[Dataset entries]
──────────────────────────────

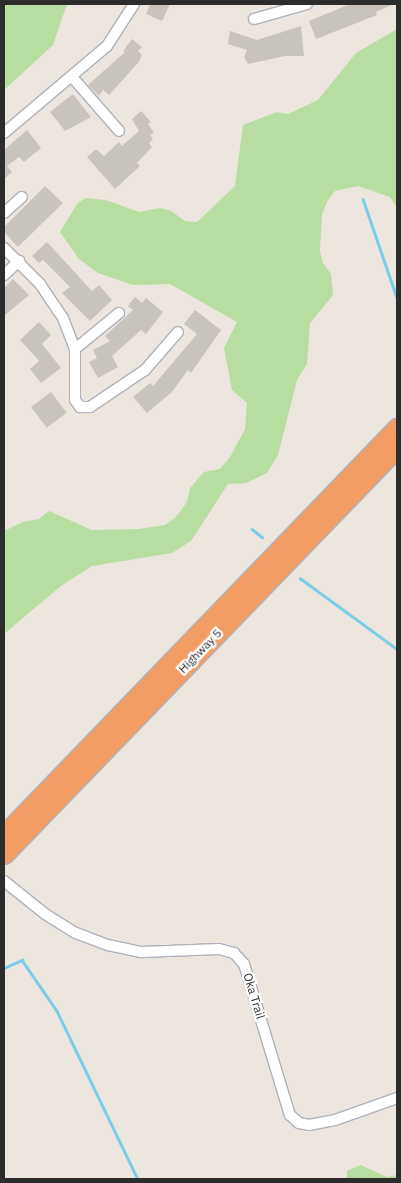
<!DOCTYPE html>
<html>
<head>
<meta charset="utf-8">
<style>
  body { margin:0 }
  #map { position:relative; width:401px; height:1183px; overflow:hidden; background:#ece6df; font-family:"IBM Plex Sans",sans-serif }
  div>[style] { position:absolute }
  .green>* { inset:0; background:#b7dea0 }
  .stream>* { height:2.5px; margin:-1.25px; padding:0 1.25px; transform-origin:1.25px; border-radius:1.25px; background:#7acde6 }
  .building>* { inset:0; background:#c8c4bd; transform-origin:0 0 }
  .roads { filter:drop-shadow(1px 0 #afb2bb) drop-shadow(-1px 0 #afb2bb) drop-shadow(0 1px #afb2bb) drop-shadow(0 -1px #afb2bb) }
  .street>* { height:10px; margin:-5px; padding:0 5px; transform-origin:5px; border-radius:5px; background:#fff }
  .highway>* { height:19px; margin:-9.5px; padding:0 9.5px; transform-origin:9.5px; border-radius:9.5px; background:#f29d64 }
  span { translate:-50% -50%; white-space:nowrap; text-align:center; line-height:1.15; -webkit-text-stroke:4.5px #fff; paint-order:stroke }
  .street-label { font-size:12px; color:#2c2c2c }
  .frame { position:absolute; inset:0; border:5px solid #2c2c2c; pointer-events:none }
</style>
</head>
<body>
<div id="map">
  <div class="green">
    <i style="clip-path:polygon(4px 4px,67px 4px,53px 45px,4px 90px)"></i>
    <i style="clip-path:polygon(397px 29px,397px 208px,390px 197px,358px 186px,335px 191px,328px 200px,322px 214px,320px 251px,323px 263px,331px 274px,333px 295px,310px 323px,307px 364px,297px 380px,278px 455px,267px 473px,246px 483px,228px 484px,191px 541px,172px 553px,92px 566px,61px 586px,4px 634px,4px 531px,23px 522px,39px 519px,49px 511px,92px 530px,138px 529px,165px 525px,176px 517px,187px 502px,190px 488px,204px 472px,220px 469px,230px 457px,245px 429px,247px 403px,232px 390px,224px 348px,237px 322px,170px 284px,133px 285px,98px 273px,79px 259px,60px 232px,77px 204px,85px 198px,106px 200px,139px 212px,160px 208px,171px 211px,185px 221px,197px 222px,235px 186px,243px 125px,277px 112px,288px 114px,318px 100px,356px 53px)"></i>
    <i style="clip-path:polygon(361px 1165px,387px 1177px,397px 1175px,397px 1179px,347px 1179px,347px 1171px)"></i>
  </div>
  <div class="stream">
    <i style="left:363px;top:199px;width:105px;rotate:71deg"></i>
    <i style="left:252px;top:529px;width:13px;rotate:39deg"></i>
    <i style="left:300px;top:578px;width:120px;rotate:36.2deg"></i>
    <i style="left:4px;top:968px;width:20px;rotate:-24deg"></i>
    <i style="left:22px;top:960px;width:62px;rotate:55.5deg"></i>
    <i style="left:57px;top:1011px;width:187px;rotate:64.3deg"></i>
  </div>
  <div class="building">
    <i style="clip-path:polygon(150px 4px,170px 4px,162px 21px,146px 14px)"></i>
    <i style="clip-path:polygon(350px 4px,394px 4px,376px 12px,377px 15px,316px 39px,309px 21px)"></i>
    <i style="clip-path:polygon(301px 26px,304px 56px,285px 56px,248px 64px,244px 57px,247px 50px,228px 44px,230px 31px,257px 40px)"></i>
    <i style="clip-path:polygon(132px 39px,142px 47px,138px 51px,142px 55px,138px 63px,109px 95px,103px 90px,99px 96px,88px 85px,125px 52px,123px 51px)"></i>
    <i style="clip-path:polygon(73px 94px,91px 117px,65px 131px,50px 112px)"></i>
    <i style="clip-path:polygon(141px 111px,151px 122px,148px 124px,154px 133px,150px 135px,153px 139px,149px 143px,152px 147px,137px 163px,140px 166px,115px 189px,87px 157px,96px 149px,104px 156px,119px 142px,122px 146px,139px 131px,132px 119px)"></i>
    <i style="clip-path:polygon(27px 130px,41px 148px,24px 162px,19px 157px,7px 166px,12px 172px,4px 179px,4px 150px)"></i>
    <i style="clip-path:polygon(45px 186px,63px 203px,18px 247px,4px 232px,4px 227px)"></i>
    <i style="clip-path:polygon(47px 242px,92px 291px,99px 285px,112px 300px,90px 321px,62px 293px,70px 287px,43px 260px,39px 263px,32px 256px)"></i>
    <i style="clip-path:polygon(13px 279px,29px 295px,4px 316px,4px 288px)"></i>
    <i style="clip-path:polygon(135px 297px,142px 303px,146px 298px,163px 312px,146px 334px,141px 330px,112px 356px,118px 367px,98px 378px,89px 362px,97px 358px,93px 350px,110px 341px,105px 336px,133px 310px,128px 306px)"></i>
    <i style="clip-path:polygon(195px 310px,221px 330px,191px 373px,188px 370px,172px 392px,147px 413px,133px 397px,150px 383px,153px 386px,197px 334px,184px 324px)"></i>
    <i style="clip-path:polygon(39px 322px,51px 335px,42px 344px,61px 368px,41px 383px,30px 369px,39px 361px,20px 340px)"></i>
    <i style="left:51px;top:392px;width:26px;height:25px;rotate:53deg"></i>
  </div>
  <div class="roads">
    <div class="street">
      <i style="left:254px;top:19px;width:55px;rotate:-15.8deg"></i>
      <i style="left:73px;top:78px;width:70px;rotate:49deg"></i>
      <i style="left:4px;top:133px;width:135px;rotate:-40.2deg"></i>
      <i style="left:107px;top:46px;width:50px;rotate:-57.3deg"></i>
      <i style="left:4px;top:213px;width:24px;rotate:-42deg"></i>
      <i style="left:4px;top:248px;width:51px;rotate:45deg"></i>
      <i style="left:40px;top:284px;width:41px;rotate:55.9deg"></i>
      <i style="left:63px;top:318px;width:33px;rotate:69deg"></i>
      <i style="left:75px;top:349px;width:51px;rotate:90deg"></i>
      <i style="left:75px;top:400px;width:9px;rotate:54deg"></i>
      <i style="left:80px;top:407px;width:10px"></i>
      <i style="left:90px;top:407px;width:66px;rotate:-33.9deg"></i>
      <i style="left:145px;top:370px;width:50px;rotate:-49deg"></i>
      <i style="left:4px;top:275px;width:21px;rotate:-43deg"></i>
      <i style="left:75px;top:349px;width:57px;rotate:-39.3deg"></i>
      <i style="left:4px;top:881px;width:53px;rotate:38.8deg"></i>
      <i style="left:45px;top:914px;width:36px;rotate:32deg"></i>
      <i style="left:76px;top:933px;width:34px;rotate:21deg"></i>
      <i style="left:108px;top:945px;width:35px;rotate:12deg"></i>
      <i style="left:142px;top:952px;width:77px;rotate:-2.2deg"></i>
      <i style="left:219px;top:949px;width:16px;rotate:15deg"></i>
      <i style="left:234px;top:953px;width:15px;rotate:48deg"></i>
      <i style="left:244px;top:964px;width:158px;rotate:73.1deg"></i>
      <i style="left:290px;top:1115px;width:12px;rotate:42deg"></i>
      <i style="left:299px;top:1123px;width:10px;rotate:11deg"></i>
      <i style="left:309px;top:1125px;width:26px;rotate:-11deg"></i>
      <i style="left:335px;top:1120px;width:66px;rotate:-19.5deg"></i>
    </div>
    <div class="highway">
      <i style="left:4px;top:835px;width:566px;rotate:-46deg"></i>
      <i style="left:4px;top:854px;width:566px;rotate:-46deg"></i>
    </div>
  </div>
  <div class="street-label">
    <span style="left:200px;top:651px;rotate:-46deg">Highway 5</span>
    <span style="left:254px;top:996px;rotate:73deg">Oka Trail</span>
  </div>
  <div class="frame"></div>
</div>
</body>
</html>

──────────────────────────────

Your task = Return a word-for-word copy of the lines above from the one holding "4px,394px 4px,376px 12px,377px" through the one holding "111px,151px 122px,148px 124px,154px", with both of them included and nothing besides.

Solution for this problem =
    <i style="clip-path:polygon(350px 4px,394px 4px,376px 12px,377px 15px,316px 39px,309px 21px)"></i>
    <i style="clip-path:polygon(301px 26px,304px 56px,285px 56px,248px 64px,244px 57px,247px 50px,228px 44px,230px 31px,257px 40px)"></i>
    <i style="clip-path:polygon(132px 39px,142px 47px,138px 51px,142px 55px,138px 63px,109px 95px,103px 90px,99px 96px,88px 85px,125px 52px,123px 51px)"></i>
    <i style="clip-path:polygon(73px 94px,91px 117px,65px 131px,50px 112px)"></i>
    <i style="clip-path:polygon(141px 111px,151px 122px,148px 124px,154px 133px,150px 135px,153px 139px,149px 143px,152px 147px,137px 163px,140px 166px,115px 189px,87px 157px,96px 149px,104px 156px,119px 142px,122px 146px,139px 131px,132px 119px)"></i>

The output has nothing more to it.